Aaron and I hadn't really discussed taking up gardening before we moved out to our place.  I just thought we were moving out here to grow grapes.  But, a garden?  With flowers and vegetables and stuff?  As if the task of becoming a vineyard owner when I knew nothing about growing grapevines or making wine wasn't daunting enough.  At that point, my main concern was what footware to wear in the vineyard that wouldn't give me bad tanlines or ruin my pedicure.  Prior to moving here, all I had to worry about was keeping the floors clean in my 730 sq. ft condo.  And suddenly, we had 13 acres of land to care for with a 1000 sq. ft. garden alone. 

Two weeks after we moved in on March 1st, 2008, while I was still busy deocrating, painting and arranging furniture, Aaron came home with about a dozen packets of seeds, some potting soil and planters and set it on our Hungarian pine kitchen table. 

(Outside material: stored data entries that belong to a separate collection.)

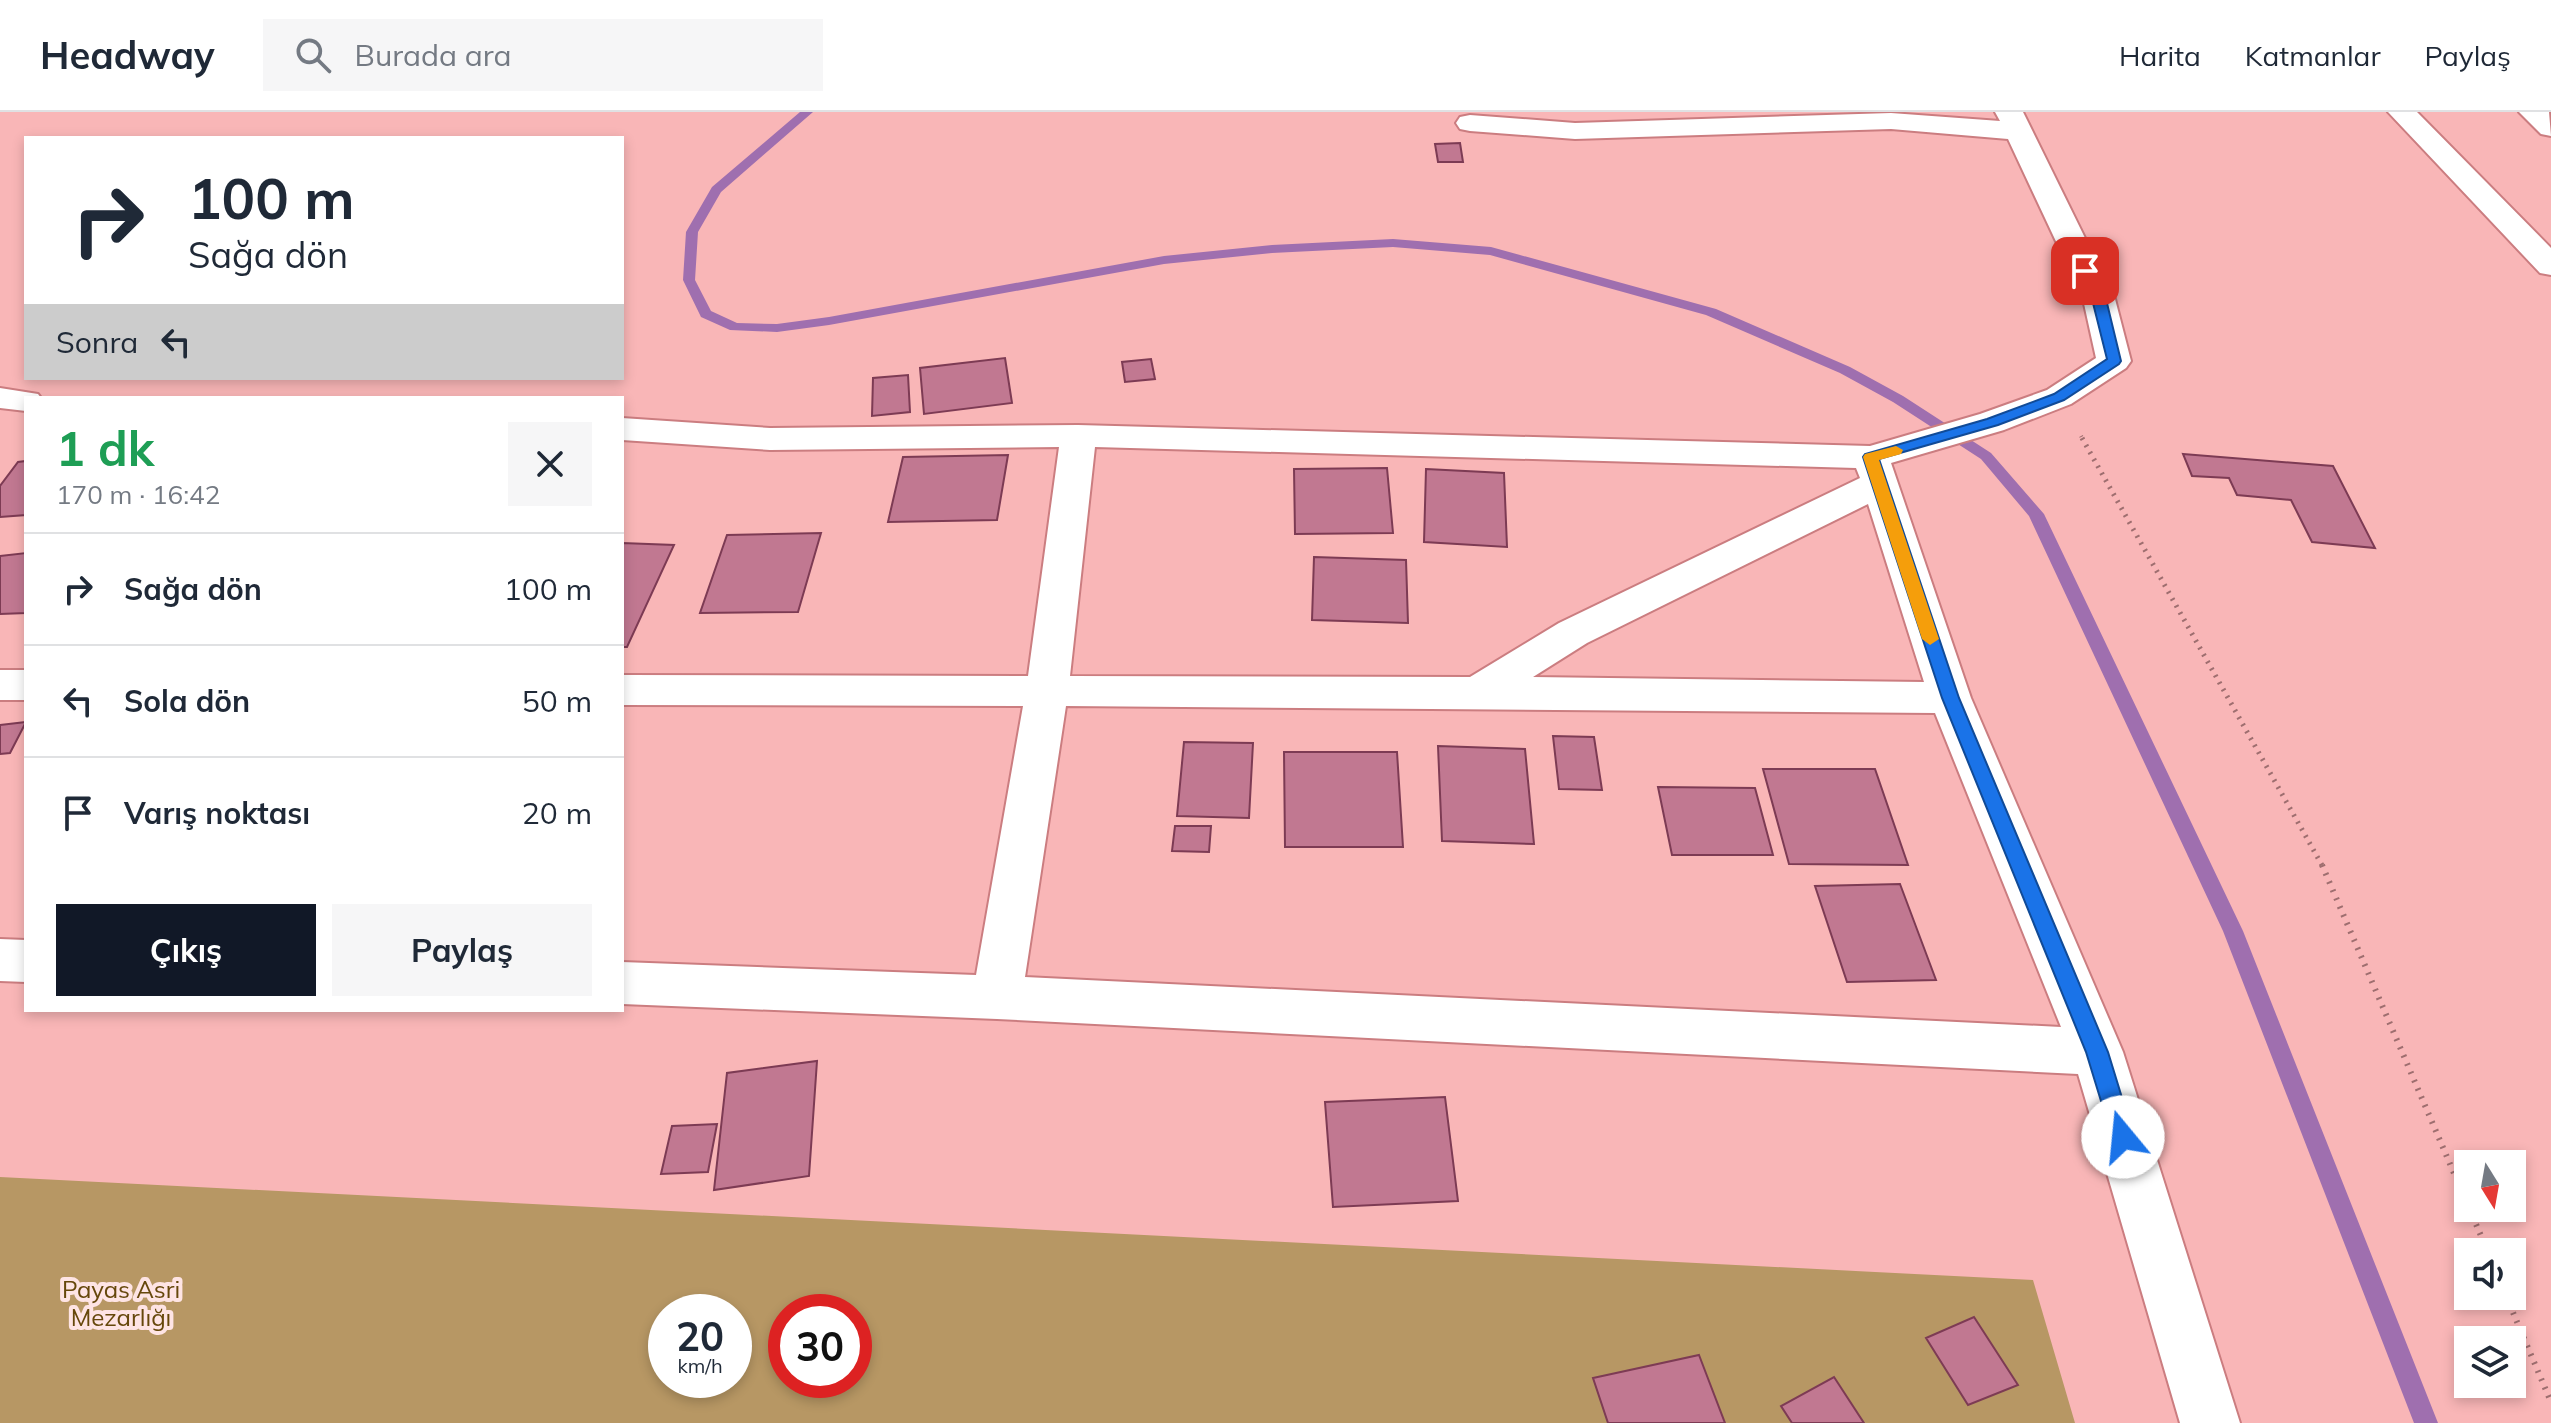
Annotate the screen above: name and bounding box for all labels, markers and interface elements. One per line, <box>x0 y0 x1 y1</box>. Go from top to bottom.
search box <box>263 19 823 91</box>
text: Headway <box>40 31 215 79</box>
icon: search <box>291 33 335 77</box>
text: Burada ara <box>355 36 512 74</box>
text: Harita <box>2119 38 2201 73</box>
text: Katmanlar <box>2245 38 2381 73</box>
text: Paylaş <box>2425 38 2511 73</box>
text: 100 m <box>188 163 355 233</box>
icon: right <box>56 168 160 272</box>
text: Sağa dön <box>188 232 348 277</box>
pin <box>2051 237 2119 305</box>
icon: arrive <box>2063 249 2107 293</box>
icon: left <box>154 320 198 364</box>
text: Sonra <box>56 323 138 361</box>
text: 1 dk <box>56 418 154 478</box>
button: close <box>508 422 592 506</box>
text: 170 m · 16:42 <box>56 478 220 511</box>
icon: right <box>56 567 100 611</box>
text: Sağa dön <box>124 570 262 608</box>
text: 100 m <box>504 570 592 608</box>
icon: left <box>56 679 100 723</box>
text: Sola dön <box>124 682 250 720</box>
text: 50 m <box>522 682 592 720</box>
icon: arrive <box>56 791 100 835</box>
text: Varış noktası <box>124 794 310 832</box>
text: 20 m <box>522 794 592 832</box>
button: Çıkış <box>56 904 316 996</box>
button: Paylaş <box>332 904 592 996</box>
position arrow <box>2081 1095 2165 1179</box>
north arrow <box>2454 1150 2526 1222</box>
map controls <box>2454 1150 2526 1398</box>
button: sound <box>2454 1238 2526 1310</box>
park label: Payas Asri Mezarlığı <box>62 1274 180 1332</box>
speed limit sign: 30 <box>768 1294 872 1398</box>
text: 20 <box>676 1311 724 1361</box>
button: layers <box>2454 1326 2526 1398</box>
text: km/h <box>677 1353 723 1378</box>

While he has always been good about asking me what tasks I want to be involved in out here, he at the same gives me a little nudge to take on some new responsibilities.  Like for our negative one anniversary (one year BEFORE we got married), for instance, when he came home with a  "Happy -1 Year Anniversary" card and a gardening set for me.  A new garden tool set hadn't been on my wishlist, but how could I have been anything but grateful to have a man who actually bought me a thoughtful gift to celebrate an anniversary that doesn't really exist.  The message was pretty loud and clear that he wanted me to be in charge of the garden. 

Even though we met when we were both living in Minneapolis, he's a country boy at heart, who grew up next door to his gardener grandma.  Still to this day, at age 93, she grows lettuce like a champ.  What kind of women would I be if I couldn't at least attempt to live up to the standards of his grandma and grow a green thumb?

While dirtying my fingernails and planting seeds indoors all over our 80 year old butcher block table gave me pause initially, I quickly overcame that relunctance and started tackling the garden.  I can't say that first year I was totally into it as I was a little overwhelmed by the amount of work involved when I didn't know what I was doing in the first place.  In my defense, my first year of gardening EVER was in a 25 x 40 foot garden. 

By myself.  Can you imagine the weeds in a garden this size?

But I did this while my soon to be husband was busy planting grapevines, putting in trellises, making an outdoor grill and building a greenhouse.  I mean, if he could do all that and hold a full time job, I could certainly get off my butt and figure out how to grow some vegetables.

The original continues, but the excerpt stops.